Output the records below in full, word for word; pictures do not belong in it.

SUPPLIED DATA Block Start

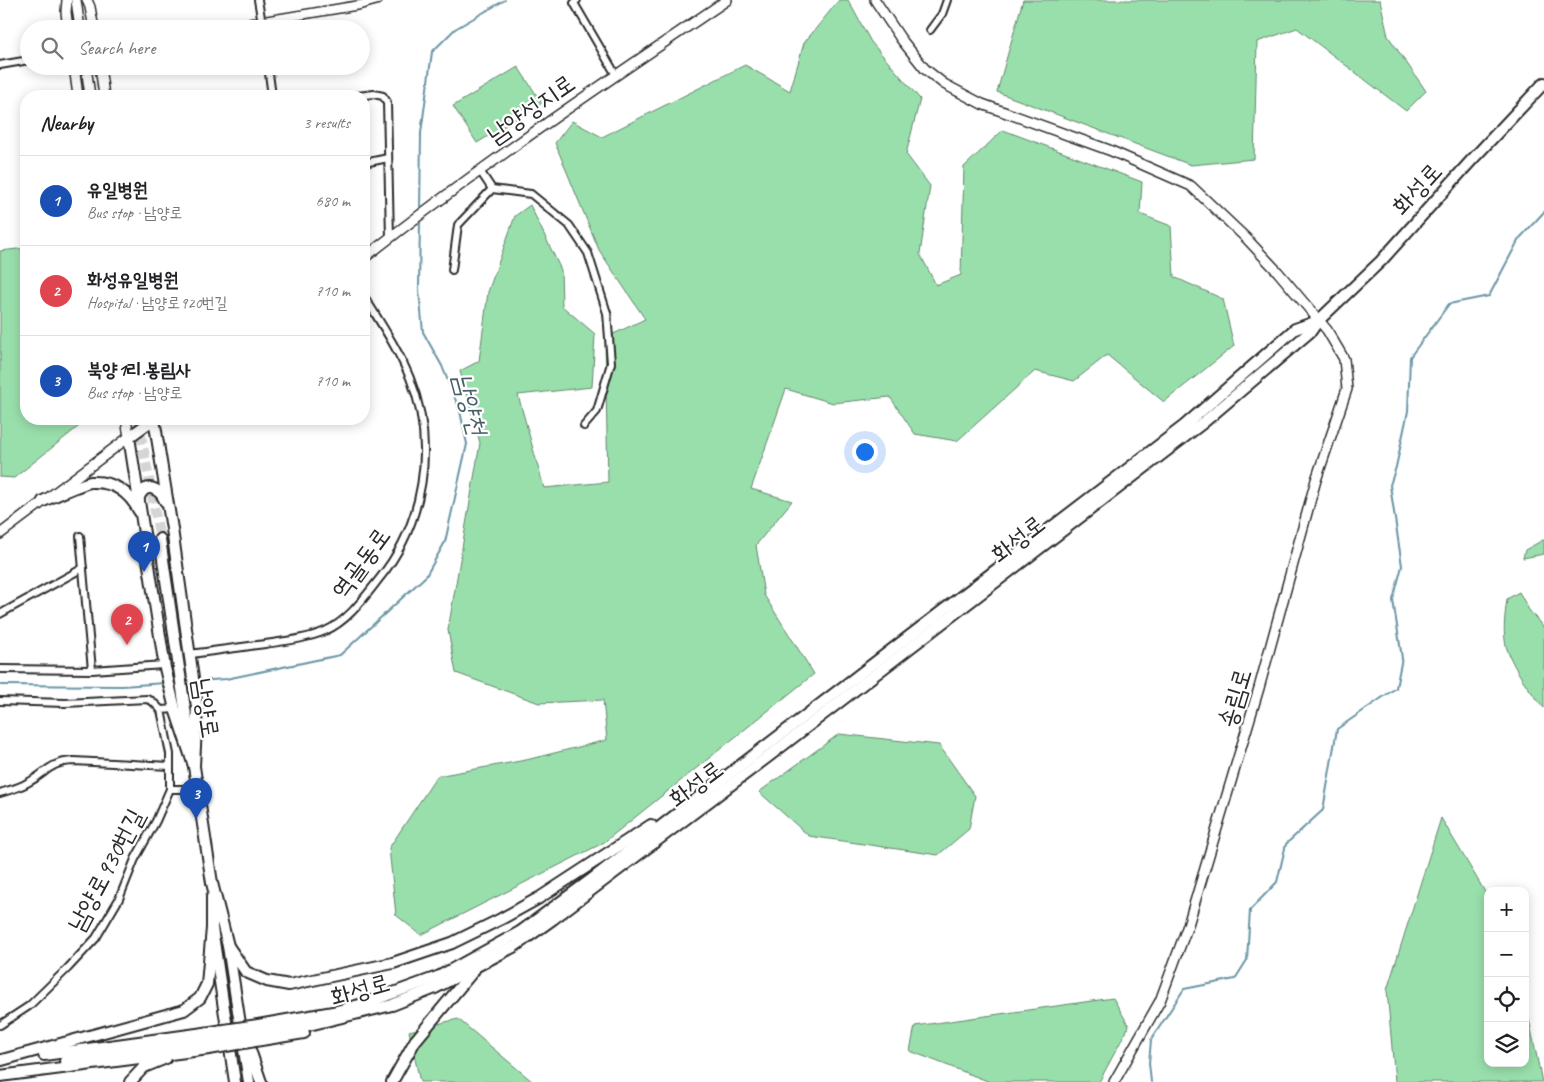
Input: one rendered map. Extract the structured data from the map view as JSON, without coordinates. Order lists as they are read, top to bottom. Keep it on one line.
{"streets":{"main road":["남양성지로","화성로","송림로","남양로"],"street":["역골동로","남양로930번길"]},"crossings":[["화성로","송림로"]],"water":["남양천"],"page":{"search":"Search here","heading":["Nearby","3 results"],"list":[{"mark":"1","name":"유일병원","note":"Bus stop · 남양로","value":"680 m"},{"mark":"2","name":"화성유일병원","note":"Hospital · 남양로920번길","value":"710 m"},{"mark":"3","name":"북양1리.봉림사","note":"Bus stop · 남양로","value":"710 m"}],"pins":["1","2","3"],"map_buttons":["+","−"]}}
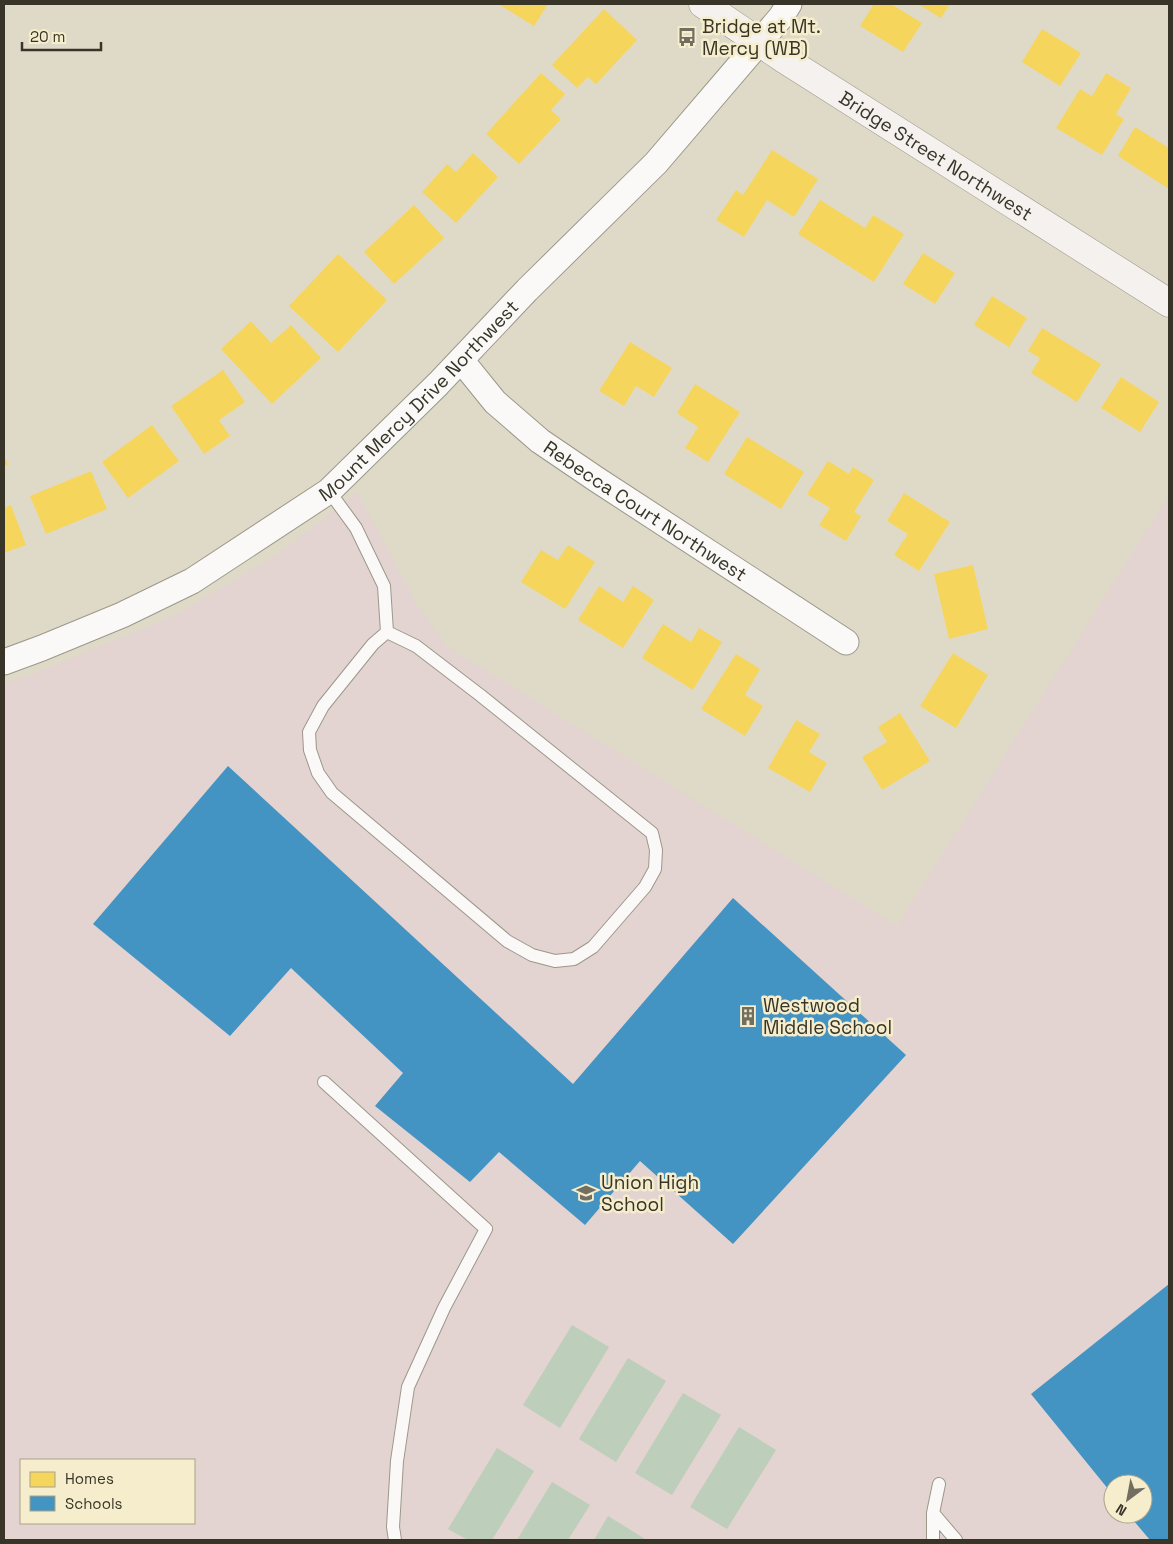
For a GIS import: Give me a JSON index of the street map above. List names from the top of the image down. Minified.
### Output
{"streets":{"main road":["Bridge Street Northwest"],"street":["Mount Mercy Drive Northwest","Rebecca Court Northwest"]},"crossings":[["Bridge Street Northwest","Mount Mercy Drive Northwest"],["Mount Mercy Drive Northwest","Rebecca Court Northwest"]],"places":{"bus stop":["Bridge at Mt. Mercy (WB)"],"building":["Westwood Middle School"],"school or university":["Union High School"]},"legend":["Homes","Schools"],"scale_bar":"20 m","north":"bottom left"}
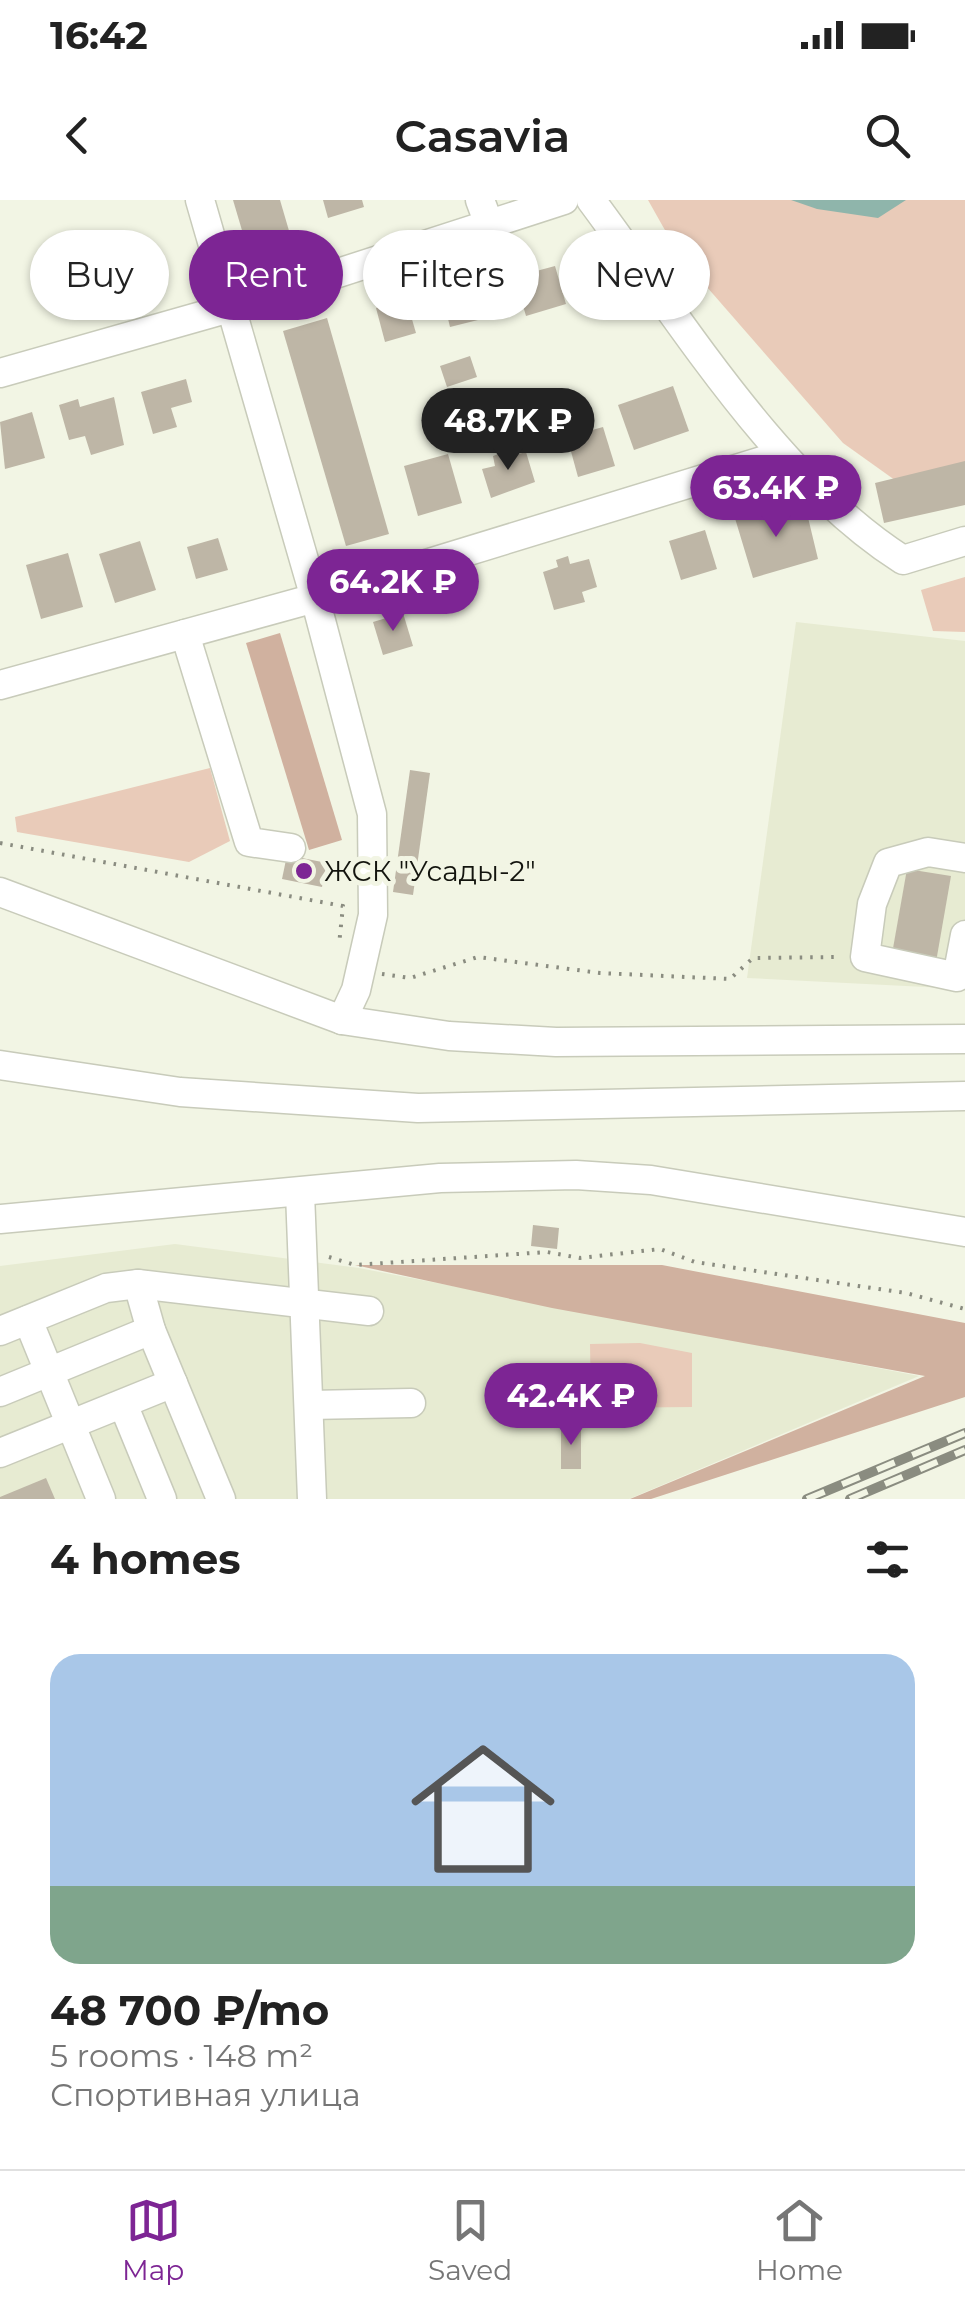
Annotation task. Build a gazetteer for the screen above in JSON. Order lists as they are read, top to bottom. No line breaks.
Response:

SUPPLIED DATA Block End

### ANSWER TO THIS TASK
Input: one rendered map. Extract the structured data from the map view as JSON, without coordinates. Order lists as they are read, top to bottom. Keep it on one line.
{"streets":{"main road":["남양성지로","화성로","송림로","남양로"],"street":["역골동로","남양로930번길"]},"crossings":[["화성로","송림로"]],"water":["남양천"],"page":{"search":"Search here","heading":["Nearby","3 results"],"list":[{"mark":"1","name":"유일병원","note":"Bus stop · 남양로","value":"680 m"},{"mark":"2","name":"화성유일병원","note":"Hospital · 남양로920번길","value":"710 m"},{"mark":"3","name":"북양1리.봉림사","note":"Bus stop · 남양로","value":"710 m"}],"pins":["1","2","3"],"map_buttons":["+","−"]}}
For a GIS import: Give me a JSON index of the street map above. List names from the top of the image down. Minified.
### Output
{"streets":{"main road":["Bridge Street Northwest"],"street":["Mount Mercy Drive Northwest","Rebecca Court Northwest"]},"crossings":[["Bridge Street Northwest","Mount Mercy Drive Northwest"],["Mount Mercy Drive Northwest","Rebecca Court Northwest"]],"places":{"bus stop":["Bridge at Mt. Mercy (WB)"],"building":["Westwood Middle School"],"school or university":["Union High School"]},"legend":["Homes","Schools"],"scale_bar":"20 m","north":"bottom left"}
Annotation task. Build a gazetteer for the screen above in JSON. Order lists as they are read, top to bottom. No line breaks.
Response:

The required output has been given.